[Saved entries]
□ □ □ □ □ □ □

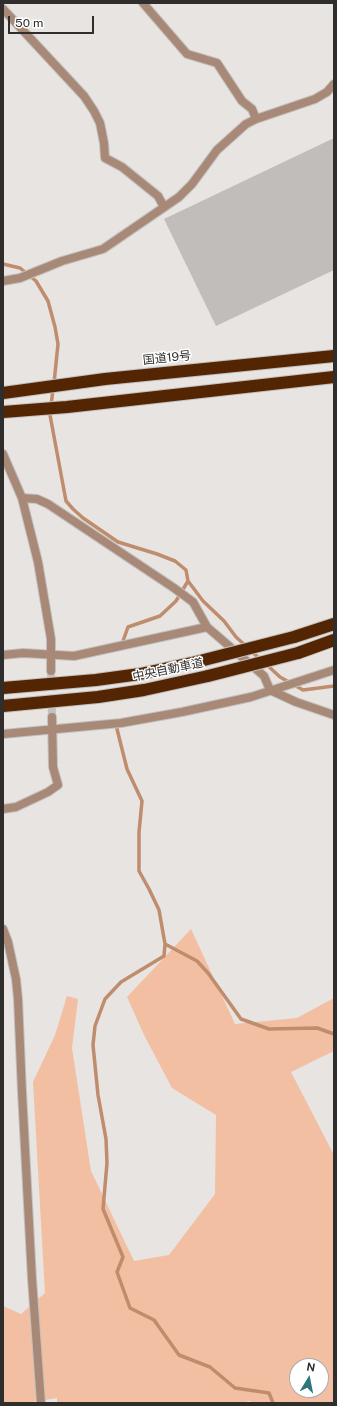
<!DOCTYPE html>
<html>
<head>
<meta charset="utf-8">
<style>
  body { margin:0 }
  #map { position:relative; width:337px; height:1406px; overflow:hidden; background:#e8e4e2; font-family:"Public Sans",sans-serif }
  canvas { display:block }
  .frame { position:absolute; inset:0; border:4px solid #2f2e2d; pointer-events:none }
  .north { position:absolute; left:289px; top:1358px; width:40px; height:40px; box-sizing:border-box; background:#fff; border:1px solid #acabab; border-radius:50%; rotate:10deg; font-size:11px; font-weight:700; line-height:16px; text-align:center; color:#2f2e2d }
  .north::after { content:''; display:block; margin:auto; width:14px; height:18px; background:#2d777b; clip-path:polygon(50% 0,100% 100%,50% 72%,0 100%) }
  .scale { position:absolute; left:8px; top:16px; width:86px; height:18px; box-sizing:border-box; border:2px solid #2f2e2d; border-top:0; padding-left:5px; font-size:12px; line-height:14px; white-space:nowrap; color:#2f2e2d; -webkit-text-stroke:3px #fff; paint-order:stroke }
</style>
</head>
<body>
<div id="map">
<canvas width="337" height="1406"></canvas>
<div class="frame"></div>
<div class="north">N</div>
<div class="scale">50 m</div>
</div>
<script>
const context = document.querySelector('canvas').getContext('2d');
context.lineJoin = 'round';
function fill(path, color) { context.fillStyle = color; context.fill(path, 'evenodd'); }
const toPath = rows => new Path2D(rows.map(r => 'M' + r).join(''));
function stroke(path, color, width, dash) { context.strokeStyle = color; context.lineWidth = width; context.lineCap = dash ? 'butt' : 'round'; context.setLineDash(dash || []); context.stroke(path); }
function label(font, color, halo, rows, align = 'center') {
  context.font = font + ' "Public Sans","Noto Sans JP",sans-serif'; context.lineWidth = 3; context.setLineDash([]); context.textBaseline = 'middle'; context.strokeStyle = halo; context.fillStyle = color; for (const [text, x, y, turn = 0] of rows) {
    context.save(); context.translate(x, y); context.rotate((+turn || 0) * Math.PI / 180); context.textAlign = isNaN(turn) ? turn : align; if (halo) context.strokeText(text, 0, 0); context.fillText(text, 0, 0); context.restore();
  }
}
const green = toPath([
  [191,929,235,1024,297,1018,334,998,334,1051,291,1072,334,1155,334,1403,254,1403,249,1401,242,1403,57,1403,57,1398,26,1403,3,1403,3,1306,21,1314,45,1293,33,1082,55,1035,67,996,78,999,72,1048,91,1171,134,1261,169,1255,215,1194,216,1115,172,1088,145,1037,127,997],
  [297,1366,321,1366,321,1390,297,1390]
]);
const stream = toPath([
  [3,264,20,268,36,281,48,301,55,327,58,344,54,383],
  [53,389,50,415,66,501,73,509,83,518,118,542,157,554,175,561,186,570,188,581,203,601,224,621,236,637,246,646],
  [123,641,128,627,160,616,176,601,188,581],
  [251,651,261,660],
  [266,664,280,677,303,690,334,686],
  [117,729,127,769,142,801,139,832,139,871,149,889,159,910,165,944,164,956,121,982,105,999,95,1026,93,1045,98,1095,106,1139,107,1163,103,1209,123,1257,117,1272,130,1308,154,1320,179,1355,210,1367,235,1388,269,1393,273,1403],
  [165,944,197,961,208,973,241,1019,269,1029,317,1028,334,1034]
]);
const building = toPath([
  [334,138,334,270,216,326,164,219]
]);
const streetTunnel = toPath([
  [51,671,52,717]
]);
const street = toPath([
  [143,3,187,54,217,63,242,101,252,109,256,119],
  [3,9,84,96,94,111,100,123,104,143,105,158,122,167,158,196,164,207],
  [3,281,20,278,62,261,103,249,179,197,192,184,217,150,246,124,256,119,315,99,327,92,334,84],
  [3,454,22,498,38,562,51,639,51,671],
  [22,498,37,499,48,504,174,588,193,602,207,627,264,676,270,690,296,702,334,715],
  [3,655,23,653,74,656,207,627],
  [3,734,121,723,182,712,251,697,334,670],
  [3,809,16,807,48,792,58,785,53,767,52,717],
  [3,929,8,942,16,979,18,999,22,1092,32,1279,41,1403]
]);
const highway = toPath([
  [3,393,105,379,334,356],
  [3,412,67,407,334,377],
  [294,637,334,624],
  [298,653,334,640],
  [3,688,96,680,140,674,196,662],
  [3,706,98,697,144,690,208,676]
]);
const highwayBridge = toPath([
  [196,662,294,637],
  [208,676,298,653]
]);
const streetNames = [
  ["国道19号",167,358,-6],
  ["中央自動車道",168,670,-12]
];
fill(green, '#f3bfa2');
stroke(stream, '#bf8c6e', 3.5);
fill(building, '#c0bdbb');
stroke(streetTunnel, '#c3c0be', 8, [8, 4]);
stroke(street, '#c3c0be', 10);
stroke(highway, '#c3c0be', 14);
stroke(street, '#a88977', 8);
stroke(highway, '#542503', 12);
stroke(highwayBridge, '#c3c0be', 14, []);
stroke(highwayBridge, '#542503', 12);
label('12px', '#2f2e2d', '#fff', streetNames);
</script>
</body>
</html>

□ □ □ □ □ □ □

*WHAT THE EXERCISE ASKS*:
Every line in the entries above that has the word "rows" should be identified and copied.

*RESULT FOR THIS TASK*:
const toPath = rows => new Path2D(rows.map(r => 'M' + r).join(''));
function label(font, color, halo, rows, align = 'center') {
  context.font = font + ' "Public Sans","Noto Sans JP",sans-serif'; context.lineWidth = 3; context.setLineDash([]); context.textBaseline = 'middle'; context.strokeStyle = halo; context.fillStyle = color; for (const [text, x, y, turn = 0] of rows) {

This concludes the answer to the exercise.